◆ AIM OF THE TASK: Please count the lines of the data that contain "labels" and state only the total.

◆ PROVIDED DATA:
^^^^^^^^^^^^^^^^
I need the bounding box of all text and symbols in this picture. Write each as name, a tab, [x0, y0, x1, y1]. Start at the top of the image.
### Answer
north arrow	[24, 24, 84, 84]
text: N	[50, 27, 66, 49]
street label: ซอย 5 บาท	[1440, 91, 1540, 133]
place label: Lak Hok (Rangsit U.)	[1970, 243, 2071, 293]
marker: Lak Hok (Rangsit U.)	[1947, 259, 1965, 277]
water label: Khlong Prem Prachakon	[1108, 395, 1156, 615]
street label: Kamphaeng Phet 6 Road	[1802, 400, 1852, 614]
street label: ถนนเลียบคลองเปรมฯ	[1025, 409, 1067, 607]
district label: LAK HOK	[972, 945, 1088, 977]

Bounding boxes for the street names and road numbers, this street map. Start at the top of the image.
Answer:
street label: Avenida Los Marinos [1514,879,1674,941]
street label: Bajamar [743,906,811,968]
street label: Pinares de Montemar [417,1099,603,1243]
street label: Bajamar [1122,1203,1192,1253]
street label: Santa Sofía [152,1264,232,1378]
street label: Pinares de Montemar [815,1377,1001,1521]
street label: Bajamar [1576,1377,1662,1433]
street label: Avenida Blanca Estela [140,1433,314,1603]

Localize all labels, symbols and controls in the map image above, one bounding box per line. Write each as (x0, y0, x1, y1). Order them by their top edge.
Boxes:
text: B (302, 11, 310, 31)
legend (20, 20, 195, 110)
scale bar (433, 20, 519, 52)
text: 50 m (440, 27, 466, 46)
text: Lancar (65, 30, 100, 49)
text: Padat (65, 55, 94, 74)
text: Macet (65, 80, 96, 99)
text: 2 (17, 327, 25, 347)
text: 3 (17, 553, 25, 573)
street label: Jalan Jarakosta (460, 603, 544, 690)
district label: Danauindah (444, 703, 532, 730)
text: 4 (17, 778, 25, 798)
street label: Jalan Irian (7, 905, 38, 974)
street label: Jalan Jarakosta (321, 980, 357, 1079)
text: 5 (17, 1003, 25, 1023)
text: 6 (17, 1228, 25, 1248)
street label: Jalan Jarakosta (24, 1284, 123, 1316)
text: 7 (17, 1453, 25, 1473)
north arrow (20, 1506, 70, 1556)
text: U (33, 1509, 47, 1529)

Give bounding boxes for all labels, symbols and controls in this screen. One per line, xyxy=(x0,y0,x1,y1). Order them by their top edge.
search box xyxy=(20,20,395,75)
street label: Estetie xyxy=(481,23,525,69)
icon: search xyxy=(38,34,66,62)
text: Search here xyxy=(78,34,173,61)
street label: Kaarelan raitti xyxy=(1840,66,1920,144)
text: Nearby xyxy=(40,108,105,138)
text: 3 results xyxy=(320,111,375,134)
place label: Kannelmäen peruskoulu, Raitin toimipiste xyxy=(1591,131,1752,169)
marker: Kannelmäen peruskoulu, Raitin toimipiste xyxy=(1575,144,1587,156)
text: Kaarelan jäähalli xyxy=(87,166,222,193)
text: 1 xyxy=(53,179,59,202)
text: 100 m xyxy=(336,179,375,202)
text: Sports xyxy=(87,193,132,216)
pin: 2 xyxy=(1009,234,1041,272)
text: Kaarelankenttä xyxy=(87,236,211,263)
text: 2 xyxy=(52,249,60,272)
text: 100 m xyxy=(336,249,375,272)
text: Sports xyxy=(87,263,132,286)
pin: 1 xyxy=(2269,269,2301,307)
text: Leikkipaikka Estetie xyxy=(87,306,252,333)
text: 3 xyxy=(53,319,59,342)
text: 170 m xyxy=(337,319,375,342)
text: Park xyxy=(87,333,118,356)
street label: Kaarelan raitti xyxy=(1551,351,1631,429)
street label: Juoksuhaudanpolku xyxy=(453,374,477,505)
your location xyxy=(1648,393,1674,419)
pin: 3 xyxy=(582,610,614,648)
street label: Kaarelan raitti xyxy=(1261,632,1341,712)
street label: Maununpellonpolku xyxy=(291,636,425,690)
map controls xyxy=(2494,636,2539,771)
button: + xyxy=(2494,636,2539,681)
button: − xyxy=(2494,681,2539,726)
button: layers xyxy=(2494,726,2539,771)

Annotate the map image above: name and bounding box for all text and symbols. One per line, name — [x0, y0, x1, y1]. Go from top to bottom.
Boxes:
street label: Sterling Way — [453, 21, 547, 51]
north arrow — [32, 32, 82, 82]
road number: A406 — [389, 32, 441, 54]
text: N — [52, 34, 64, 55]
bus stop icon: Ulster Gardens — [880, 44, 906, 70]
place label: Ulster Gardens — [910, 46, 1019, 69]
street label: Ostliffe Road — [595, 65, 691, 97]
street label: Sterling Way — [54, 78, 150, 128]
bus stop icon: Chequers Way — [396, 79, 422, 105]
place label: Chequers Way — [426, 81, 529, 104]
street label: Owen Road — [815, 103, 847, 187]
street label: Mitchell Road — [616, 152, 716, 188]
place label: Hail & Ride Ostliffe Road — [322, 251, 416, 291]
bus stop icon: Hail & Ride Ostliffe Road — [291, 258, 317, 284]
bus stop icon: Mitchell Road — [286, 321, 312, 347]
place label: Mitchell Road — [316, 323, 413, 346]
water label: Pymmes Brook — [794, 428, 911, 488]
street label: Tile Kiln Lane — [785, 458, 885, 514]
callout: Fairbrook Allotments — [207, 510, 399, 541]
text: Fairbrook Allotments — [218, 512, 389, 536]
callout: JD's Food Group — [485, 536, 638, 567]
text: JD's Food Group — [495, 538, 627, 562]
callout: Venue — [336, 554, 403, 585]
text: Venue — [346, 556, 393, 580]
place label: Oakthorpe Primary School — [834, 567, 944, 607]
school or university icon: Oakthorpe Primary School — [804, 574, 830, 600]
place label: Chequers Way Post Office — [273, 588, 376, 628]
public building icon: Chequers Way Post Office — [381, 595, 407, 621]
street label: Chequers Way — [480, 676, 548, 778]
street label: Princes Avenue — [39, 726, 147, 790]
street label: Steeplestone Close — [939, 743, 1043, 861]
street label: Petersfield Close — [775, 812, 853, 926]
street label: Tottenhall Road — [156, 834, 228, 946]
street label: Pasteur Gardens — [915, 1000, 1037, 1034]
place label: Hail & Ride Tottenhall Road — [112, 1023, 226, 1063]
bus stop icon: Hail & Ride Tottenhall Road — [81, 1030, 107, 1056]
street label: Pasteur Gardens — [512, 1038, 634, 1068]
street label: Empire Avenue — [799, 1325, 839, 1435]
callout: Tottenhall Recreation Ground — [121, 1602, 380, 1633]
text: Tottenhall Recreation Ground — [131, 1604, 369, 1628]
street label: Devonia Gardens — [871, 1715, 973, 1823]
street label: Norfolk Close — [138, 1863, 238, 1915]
^^^^^^^^^^^^^^^^
◆ ANSWER BELOW: 2